■ **About this exercise**
From the first line of the material through the line containing "position:relative; flex:1; overflow:hidden", restate everything word for word and nothing more.

═══ Data under study

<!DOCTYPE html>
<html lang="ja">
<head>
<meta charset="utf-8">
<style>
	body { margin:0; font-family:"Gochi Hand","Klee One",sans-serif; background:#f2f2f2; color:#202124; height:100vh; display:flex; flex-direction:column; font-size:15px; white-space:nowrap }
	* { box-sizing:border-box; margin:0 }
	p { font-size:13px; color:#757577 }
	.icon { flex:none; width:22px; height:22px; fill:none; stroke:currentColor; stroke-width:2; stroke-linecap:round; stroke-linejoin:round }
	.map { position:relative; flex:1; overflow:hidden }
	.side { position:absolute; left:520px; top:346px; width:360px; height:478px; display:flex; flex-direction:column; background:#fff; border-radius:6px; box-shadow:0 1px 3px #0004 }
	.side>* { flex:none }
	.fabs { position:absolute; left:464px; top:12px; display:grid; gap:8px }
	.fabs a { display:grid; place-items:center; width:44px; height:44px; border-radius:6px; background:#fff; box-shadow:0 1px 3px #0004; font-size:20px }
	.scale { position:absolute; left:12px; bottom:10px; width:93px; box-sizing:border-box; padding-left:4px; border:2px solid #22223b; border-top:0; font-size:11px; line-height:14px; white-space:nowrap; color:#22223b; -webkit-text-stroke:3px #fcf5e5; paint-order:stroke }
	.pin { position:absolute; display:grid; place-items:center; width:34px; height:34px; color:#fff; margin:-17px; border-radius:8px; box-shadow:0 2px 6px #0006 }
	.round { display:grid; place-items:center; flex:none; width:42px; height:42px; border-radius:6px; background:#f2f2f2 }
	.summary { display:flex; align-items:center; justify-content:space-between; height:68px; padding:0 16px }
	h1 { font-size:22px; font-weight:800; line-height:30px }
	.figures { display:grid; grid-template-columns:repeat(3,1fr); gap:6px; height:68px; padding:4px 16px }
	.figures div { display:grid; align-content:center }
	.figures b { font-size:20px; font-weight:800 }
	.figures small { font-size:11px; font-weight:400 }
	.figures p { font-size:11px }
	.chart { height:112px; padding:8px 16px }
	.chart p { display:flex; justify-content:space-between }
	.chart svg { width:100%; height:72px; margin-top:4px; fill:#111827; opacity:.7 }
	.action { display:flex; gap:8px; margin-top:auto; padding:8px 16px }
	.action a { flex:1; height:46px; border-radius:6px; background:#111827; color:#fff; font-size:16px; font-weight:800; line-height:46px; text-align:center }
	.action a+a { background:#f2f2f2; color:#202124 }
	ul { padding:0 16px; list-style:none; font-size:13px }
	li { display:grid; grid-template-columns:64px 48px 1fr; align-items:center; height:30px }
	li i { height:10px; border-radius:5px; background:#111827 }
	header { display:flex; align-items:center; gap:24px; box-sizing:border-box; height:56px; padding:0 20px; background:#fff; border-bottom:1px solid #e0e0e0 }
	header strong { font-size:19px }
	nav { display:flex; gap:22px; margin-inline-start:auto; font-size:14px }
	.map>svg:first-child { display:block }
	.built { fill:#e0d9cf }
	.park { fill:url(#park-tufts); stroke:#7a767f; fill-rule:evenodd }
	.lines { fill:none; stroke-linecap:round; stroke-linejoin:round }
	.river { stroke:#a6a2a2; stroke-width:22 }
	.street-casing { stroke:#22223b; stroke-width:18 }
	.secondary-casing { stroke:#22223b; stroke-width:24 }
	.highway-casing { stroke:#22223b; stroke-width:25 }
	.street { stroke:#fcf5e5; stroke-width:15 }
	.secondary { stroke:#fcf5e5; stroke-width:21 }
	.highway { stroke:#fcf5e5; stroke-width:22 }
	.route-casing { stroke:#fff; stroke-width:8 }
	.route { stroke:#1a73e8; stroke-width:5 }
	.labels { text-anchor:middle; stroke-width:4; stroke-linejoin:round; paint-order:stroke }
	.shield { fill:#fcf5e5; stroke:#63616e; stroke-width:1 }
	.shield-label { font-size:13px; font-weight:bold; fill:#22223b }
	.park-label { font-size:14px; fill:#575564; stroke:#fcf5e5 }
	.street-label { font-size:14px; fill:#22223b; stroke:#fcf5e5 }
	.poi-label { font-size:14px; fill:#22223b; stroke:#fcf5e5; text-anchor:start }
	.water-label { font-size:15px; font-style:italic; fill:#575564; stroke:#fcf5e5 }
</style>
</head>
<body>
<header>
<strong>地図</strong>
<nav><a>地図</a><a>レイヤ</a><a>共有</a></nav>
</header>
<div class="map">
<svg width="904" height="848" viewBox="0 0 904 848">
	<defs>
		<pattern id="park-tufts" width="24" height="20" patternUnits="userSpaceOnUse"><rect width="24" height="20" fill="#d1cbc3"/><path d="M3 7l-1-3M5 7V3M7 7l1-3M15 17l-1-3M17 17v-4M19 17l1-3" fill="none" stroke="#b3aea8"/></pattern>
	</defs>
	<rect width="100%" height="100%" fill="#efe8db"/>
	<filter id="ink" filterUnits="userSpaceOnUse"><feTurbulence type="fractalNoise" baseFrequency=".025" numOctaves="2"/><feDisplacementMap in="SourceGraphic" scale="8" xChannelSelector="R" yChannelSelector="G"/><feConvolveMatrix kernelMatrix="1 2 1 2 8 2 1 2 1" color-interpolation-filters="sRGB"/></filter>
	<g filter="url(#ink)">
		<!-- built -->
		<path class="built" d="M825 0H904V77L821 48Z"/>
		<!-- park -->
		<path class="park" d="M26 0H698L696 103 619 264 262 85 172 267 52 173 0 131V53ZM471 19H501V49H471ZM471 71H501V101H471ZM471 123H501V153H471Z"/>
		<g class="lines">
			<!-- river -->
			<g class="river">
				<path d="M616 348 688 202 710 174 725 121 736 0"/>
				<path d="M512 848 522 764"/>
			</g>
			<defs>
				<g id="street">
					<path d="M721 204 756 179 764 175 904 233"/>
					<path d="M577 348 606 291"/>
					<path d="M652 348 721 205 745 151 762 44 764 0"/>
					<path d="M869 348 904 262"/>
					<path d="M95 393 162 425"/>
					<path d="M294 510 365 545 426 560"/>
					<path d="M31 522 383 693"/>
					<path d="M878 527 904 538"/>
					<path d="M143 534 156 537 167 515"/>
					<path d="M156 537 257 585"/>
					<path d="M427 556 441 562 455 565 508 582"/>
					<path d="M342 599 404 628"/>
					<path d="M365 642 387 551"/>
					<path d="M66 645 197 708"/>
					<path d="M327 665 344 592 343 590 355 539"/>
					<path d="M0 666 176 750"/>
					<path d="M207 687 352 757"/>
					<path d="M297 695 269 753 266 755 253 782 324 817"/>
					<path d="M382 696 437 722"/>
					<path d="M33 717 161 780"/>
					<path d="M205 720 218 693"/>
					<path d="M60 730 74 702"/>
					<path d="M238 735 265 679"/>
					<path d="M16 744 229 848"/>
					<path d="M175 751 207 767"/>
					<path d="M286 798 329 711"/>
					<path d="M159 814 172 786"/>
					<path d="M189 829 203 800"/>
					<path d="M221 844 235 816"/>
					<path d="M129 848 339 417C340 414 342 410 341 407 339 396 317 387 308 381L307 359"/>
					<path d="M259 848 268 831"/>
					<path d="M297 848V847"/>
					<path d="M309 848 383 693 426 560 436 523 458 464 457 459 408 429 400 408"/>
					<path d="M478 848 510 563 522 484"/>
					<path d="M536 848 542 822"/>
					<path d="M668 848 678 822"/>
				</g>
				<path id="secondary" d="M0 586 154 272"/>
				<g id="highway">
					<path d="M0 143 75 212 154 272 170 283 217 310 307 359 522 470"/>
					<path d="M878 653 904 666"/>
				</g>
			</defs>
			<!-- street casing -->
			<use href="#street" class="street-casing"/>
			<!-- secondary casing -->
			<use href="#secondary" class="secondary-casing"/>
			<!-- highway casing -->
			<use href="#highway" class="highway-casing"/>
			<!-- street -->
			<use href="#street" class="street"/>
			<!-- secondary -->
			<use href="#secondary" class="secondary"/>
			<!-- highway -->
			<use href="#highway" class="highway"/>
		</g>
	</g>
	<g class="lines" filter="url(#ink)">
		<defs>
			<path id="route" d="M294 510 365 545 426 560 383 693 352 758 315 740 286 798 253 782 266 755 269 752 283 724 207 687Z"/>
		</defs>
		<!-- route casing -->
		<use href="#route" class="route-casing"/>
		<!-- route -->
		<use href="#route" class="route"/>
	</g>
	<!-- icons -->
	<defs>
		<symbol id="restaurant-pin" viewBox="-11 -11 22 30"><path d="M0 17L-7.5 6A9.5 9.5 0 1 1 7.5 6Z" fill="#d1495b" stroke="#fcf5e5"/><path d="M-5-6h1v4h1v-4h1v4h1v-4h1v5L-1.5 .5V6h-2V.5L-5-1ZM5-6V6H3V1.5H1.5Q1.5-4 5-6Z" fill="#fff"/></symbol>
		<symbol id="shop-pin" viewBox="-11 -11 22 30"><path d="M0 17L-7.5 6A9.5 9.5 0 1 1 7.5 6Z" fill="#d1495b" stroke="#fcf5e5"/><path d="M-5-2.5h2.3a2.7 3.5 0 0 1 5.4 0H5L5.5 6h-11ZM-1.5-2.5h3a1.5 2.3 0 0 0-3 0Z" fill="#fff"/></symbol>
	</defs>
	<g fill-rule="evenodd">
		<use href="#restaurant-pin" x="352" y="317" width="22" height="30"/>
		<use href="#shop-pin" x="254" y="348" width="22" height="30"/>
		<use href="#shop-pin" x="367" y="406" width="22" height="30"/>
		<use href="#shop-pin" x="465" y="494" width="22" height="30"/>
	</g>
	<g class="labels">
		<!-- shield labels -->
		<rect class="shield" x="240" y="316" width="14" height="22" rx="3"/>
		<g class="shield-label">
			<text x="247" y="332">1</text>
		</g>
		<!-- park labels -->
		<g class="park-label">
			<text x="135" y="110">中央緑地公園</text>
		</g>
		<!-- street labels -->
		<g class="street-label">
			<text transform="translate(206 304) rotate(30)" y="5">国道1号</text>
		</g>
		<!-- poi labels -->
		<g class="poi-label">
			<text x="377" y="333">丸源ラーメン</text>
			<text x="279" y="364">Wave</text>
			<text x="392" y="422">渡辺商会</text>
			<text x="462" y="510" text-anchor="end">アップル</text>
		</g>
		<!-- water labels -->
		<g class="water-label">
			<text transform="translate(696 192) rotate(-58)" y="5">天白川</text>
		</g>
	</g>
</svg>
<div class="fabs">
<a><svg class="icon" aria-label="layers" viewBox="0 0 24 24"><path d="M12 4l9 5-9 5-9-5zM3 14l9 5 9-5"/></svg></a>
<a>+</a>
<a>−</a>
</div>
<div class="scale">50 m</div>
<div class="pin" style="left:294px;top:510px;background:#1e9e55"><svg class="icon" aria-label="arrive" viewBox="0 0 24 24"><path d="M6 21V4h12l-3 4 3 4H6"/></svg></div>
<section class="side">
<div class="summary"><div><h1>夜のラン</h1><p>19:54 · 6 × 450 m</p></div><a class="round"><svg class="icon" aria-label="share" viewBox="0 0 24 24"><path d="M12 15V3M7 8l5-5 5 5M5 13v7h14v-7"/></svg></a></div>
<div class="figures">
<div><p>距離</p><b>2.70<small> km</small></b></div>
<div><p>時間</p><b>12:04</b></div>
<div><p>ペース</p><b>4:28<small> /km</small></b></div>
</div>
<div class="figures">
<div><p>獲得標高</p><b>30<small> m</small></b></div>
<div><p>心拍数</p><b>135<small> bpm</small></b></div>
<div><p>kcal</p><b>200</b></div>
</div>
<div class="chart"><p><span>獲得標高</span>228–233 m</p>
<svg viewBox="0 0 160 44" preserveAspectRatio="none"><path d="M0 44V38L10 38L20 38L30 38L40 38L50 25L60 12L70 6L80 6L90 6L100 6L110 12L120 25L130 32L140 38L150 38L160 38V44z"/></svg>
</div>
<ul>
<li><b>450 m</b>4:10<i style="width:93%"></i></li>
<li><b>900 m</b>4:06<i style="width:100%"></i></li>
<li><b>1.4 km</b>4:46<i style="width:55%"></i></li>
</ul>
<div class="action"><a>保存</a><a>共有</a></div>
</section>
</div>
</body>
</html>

══════

■ **Output**
<!DOCTYPE html>
<html lang="ja">
<head>
<meta charset="utf-8">
<style>
	body { margin:0; font-family:"Gochi Hand","Klee One",sans-serif; background:#f2f2f2; color:#202124; height:100vh; display:flex; flex-direction:column; font-size:15px; white-space:nowrap }
	* { box-sizing:border-box; margin:0 }
	p { font-size:13px; color:#757577 }
	.icon { flex:none; width:22px; height:22px; fill:none; stroke:currentColor; stroke-width:2; stroke-linecap:round; stroke-linejoin:round }
	.map { position:relative; flex:1; overflow:hidden }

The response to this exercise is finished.